#### The problem:
Locate the word "margin" in the data below, then copy every line that holds it.
Material provided below:
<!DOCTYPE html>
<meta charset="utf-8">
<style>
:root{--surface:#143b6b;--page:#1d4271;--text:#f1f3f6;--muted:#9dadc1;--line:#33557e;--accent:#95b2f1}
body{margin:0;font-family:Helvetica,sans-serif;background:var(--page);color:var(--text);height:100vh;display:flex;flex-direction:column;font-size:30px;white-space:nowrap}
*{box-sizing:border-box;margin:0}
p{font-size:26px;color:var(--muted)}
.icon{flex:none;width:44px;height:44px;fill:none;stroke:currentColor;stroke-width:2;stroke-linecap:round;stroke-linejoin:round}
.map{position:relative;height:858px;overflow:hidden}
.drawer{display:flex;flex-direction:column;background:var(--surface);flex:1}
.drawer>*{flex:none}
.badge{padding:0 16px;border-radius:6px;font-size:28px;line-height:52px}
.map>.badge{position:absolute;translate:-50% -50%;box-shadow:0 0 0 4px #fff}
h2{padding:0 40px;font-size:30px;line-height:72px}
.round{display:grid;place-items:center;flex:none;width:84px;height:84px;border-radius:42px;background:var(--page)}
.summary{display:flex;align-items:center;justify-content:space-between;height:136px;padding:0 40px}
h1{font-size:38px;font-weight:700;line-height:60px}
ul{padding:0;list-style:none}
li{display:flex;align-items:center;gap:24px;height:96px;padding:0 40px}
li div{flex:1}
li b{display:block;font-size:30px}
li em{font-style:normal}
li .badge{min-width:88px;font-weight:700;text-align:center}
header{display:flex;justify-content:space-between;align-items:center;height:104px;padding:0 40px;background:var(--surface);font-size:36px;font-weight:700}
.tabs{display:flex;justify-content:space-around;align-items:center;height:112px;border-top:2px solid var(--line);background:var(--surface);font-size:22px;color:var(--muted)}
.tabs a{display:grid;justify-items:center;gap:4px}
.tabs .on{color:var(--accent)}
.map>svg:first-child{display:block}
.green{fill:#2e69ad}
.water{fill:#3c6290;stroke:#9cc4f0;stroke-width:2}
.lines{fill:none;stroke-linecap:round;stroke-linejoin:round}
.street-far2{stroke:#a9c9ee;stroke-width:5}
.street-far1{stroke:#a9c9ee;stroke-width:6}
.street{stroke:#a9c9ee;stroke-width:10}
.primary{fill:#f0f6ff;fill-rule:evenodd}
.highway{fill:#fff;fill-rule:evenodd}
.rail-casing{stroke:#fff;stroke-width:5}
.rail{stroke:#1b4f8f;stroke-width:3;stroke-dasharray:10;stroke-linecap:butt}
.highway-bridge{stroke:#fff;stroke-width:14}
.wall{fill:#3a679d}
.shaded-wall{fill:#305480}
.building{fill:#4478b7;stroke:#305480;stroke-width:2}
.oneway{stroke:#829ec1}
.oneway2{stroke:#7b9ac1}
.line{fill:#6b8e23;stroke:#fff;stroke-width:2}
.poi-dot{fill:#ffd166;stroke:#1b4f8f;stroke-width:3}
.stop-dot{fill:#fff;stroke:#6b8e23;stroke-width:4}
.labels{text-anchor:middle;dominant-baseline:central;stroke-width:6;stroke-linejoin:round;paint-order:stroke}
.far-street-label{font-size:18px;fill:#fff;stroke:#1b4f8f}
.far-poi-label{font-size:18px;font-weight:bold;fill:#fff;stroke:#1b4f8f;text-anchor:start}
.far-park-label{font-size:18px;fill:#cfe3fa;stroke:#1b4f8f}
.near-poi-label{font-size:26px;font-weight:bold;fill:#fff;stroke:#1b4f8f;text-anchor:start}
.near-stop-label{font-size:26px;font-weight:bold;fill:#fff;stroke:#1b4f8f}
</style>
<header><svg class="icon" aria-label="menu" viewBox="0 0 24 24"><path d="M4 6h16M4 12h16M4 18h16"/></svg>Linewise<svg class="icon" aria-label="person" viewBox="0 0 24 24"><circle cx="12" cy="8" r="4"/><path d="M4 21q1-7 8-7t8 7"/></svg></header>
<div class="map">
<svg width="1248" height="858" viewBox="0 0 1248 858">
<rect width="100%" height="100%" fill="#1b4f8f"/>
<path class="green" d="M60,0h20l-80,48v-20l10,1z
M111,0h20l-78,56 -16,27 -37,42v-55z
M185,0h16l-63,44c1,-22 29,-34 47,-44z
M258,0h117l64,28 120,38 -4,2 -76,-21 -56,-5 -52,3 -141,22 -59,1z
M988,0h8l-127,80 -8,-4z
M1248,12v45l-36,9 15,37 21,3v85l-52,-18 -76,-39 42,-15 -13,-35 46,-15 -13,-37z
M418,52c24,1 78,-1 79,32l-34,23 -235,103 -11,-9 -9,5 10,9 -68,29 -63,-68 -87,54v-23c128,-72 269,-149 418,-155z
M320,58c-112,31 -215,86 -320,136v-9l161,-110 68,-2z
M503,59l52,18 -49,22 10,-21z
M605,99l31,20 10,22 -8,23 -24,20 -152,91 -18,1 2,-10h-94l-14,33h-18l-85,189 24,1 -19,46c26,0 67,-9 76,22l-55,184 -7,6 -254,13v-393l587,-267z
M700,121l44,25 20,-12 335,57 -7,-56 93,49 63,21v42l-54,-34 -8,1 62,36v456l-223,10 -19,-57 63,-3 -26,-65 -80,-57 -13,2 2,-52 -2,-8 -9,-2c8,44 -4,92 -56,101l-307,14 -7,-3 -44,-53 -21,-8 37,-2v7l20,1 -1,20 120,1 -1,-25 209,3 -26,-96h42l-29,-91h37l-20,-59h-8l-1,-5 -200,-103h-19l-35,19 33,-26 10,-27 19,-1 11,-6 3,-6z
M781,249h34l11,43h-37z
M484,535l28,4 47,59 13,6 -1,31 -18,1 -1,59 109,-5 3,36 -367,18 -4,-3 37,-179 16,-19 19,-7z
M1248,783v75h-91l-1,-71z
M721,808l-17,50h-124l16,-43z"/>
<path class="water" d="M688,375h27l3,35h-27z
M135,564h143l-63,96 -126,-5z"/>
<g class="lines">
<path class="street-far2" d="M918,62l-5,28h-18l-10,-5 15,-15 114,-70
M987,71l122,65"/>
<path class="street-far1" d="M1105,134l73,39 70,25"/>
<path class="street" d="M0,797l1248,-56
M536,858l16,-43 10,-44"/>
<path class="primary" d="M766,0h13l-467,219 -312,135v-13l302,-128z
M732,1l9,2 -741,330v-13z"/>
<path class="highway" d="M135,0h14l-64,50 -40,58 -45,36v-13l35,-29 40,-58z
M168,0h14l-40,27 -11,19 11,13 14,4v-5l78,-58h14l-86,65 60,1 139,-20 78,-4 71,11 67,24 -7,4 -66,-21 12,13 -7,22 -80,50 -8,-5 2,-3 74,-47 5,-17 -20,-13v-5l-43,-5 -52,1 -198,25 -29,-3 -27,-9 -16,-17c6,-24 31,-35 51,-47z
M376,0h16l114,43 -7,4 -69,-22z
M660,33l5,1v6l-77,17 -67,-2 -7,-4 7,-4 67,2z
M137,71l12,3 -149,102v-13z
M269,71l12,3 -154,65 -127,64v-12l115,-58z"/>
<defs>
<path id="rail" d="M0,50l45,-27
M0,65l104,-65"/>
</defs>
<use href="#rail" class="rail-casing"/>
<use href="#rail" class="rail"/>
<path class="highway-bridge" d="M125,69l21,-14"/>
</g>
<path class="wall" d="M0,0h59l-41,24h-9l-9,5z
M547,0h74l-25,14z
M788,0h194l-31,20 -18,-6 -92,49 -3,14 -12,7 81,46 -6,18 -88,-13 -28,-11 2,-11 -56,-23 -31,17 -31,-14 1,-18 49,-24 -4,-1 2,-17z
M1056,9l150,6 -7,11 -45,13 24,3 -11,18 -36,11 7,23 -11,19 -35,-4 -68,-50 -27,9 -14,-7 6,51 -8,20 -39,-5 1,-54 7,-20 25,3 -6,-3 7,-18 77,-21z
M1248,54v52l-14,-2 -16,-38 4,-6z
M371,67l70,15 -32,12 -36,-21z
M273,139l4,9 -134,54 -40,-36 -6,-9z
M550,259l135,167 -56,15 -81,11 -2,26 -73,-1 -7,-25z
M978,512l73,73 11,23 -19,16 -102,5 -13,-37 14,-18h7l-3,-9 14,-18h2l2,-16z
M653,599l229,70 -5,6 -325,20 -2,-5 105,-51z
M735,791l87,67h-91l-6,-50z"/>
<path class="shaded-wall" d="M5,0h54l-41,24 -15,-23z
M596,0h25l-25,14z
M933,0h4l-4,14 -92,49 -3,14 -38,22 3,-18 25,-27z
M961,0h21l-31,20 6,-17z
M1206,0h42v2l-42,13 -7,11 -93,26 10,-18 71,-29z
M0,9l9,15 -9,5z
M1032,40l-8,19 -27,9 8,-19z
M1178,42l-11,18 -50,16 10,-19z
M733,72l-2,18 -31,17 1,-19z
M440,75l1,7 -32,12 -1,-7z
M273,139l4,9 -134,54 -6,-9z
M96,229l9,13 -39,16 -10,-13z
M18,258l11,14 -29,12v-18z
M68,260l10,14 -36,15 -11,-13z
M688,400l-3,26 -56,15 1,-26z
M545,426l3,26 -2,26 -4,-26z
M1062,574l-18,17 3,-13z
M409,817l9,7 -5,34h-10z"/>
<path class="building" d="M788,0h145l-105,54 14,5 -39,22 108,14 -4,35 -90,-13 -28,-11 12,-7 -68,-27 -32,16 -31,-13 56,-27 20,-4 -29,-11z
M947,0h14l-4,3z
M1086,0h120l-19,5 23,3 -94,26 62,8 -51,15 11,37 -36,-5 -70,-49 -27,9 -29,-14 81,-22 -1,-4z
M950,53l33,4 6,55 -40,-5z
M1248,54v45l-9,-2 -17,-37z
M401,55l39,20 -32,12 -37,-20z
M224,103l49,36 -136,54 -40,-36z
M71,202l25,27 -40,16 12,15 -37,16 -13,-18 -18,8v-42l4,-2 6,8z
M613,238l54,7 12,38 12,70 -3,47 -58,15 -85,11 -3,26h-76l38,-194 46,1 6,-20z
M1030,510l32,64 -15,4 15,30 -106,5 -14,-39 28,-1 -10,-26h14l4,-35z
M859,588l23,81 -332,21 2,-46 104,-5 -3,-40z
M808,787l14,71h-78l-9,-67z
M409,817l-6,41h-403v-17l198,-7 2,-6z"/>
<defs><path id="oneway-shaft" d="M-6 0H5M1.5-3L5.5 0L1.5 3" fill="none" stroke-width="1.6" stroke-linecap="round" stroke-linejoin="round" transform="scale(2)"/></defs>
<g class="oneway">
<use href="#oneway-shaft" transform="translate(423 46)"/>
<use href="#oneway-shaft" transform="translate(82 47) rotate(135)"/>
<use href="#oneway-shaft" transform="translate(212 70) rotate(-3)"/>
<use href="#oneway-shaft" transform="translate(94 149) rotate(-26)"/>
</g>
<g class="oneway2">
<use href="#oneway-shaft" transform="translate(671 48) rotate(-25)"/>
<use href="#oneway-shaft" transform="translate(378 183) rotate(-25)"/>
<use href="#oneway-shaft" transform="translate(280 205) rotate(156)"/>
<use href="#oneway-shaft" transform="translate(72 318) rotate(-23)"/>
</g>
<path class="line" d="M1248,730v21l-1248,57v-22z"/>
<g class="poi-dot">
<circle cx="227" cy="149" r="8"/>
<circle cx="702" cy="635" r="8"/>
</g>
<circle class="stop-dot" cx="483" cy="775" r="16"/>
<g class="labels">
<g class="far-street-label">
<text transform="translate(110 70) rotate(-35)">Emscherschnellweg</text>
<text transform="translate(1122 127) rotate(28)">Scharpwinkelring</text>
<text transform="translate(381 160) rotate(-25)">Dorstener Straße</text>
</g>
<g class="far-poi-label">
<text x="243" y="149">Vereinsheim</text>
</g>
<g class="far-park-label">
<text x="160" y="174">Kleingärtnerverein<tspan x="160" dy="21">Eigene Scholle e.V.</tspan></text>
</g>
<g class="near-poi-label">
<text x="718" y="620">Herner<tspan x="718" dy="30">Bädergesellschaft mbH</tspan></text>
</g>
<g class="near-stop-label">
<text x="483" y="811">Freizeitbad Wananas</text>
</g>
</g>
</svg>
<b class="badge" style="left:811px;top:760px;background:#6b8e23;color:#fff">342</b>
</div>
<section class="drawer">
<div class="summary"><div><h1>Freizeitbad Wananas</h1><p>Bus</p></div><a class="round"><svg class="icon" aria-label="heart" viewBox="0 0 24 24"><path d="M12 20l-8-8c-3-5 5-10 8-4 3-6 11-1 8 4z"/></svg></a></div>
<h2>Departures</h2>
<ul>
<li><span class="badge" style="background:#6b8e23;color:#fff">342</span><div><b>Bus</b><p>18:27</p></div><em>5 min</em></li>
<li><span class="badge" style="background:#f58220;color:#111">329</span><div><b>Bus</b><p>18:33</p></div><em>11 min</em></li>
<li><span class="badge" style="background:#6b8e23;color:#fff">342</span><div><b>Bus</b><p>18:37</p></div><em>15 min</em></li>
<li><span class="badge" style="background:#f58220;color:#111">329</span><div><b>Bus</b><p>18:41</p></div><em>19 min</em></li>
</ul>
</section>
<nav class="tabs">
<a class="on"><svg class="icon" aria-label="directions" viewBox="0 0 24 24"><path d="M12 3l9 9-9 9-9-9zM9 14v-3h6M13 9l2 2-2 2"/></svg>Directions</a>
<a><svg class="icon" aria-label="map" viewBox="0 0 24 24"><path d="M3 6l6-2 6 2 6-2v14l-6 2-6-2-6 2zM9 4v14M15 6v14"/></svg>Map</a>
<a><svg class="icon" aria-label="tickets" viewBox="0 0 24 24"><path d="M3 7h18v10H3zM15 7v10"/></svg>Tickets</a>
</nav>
End of Material provided.
#### Answer space:
body{margin:0;font-family:Helvetica,sans-serif;background:var(--page);color:var(--text);height:100vh;display:flex;flex-direction:column;font-size:30px;white-space:nowrap}
*{box-sizing:border-box;margin:0}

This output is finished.